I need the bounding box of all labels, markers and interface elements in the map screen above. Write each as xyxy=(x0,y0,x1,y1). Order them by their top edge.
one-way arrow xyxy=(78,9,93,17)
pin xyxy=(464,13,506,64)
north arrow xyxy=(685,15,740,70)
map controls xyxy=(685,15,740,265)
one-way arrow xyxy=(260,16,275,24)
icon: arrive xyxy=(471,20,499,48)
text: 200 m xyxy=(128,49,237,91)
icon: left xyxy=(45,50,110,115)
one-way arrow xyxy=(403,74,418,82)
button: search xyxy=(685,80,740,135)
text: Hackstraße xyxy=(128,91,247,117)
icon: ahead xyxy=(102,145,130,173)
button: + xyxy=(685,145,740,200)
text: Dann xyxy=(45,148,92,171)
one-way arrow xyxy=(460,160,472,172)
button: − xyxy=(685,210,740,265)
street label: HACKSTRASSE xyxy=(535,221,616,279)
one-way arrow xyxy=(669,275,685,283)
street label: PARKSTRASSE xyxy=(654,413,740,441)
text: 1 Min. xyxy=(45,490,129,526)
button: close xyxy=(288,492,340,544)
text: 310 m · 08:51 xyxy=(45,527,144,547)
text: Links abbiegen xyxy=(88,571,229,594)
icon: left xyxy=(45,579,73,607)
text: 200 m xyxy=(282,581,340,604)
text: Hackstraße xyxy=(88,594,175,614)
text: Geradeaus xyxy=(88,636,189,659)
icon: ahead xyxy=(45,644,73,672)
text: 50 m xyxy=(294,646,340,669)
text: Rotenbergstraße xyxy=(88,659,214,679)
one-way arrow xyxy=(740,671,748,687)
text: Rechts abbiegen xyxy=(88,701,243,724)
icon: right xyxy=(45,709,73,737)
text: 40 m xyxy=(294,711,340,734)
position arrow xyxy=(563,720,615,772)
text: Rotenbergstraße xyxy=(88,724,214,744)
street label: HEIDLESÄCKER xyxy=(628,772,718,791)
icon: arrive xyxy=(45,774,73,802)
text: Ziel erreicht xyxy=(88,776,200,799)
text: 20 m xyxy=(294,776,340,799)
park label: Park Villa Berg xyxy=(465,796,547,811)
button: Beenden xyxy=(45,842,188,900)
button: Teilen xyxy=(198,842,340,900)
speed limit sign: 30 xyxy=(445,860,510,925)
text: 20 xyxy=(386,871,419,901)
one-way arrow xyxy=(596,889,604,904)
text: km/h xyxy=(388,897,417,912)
==
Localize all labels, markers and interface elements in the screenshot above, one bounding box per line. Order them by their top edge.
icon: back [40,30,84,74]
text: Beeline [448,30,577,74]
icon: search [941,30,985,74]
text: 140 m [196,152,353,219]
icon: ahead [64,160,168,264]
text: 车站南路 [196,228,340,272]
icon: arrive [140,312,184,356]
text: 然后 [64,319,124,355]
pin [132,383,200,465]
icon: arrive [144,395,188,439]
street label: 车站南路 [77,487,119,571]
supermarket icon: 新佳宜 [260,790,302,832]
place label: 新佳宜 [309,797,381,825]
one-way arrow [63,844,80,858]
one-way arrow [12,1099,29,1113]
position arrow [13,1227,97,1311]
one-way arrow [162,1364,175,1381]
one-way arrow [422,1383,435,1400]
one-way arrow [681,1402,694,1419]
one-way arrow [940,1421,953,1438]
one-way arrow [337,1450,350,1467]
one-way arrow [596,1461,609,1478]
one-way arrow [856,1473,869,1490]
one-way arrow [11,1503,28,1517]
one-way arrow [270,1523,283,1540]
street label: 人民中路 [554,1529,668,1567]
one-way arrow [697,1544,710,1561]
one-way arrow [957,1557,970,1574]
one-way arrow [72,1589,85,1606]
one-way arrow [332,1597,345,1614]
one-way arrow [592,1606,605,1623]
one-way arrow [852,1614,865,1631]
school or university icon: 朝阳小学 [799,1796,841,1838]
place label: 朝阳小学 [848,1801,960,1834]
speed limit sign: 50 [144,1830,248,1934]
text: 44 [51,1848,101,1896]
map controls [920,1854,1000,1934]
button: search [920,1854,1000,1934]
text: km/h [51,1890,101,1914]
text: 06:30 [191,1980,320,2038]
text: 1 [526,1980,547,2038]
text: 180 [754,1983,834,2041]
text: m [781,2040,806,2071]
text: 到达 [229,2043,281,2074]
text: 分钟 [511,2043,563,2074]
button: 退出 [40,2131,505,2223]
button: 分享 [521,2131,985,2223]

▸ **Exercise description**
The answer is each line from the entries above in which the word "elements" occurs.

▸ **Output for this exercise**
I need the bounding box of all labels, markers and interface elements in the map screen above. Write each as xyxy=(x0,y0,x1,y1). Order them by their top edge.
Localize all labels, markers and interface elements in the screenshot above, one bounding box per line. Order them by their top edge.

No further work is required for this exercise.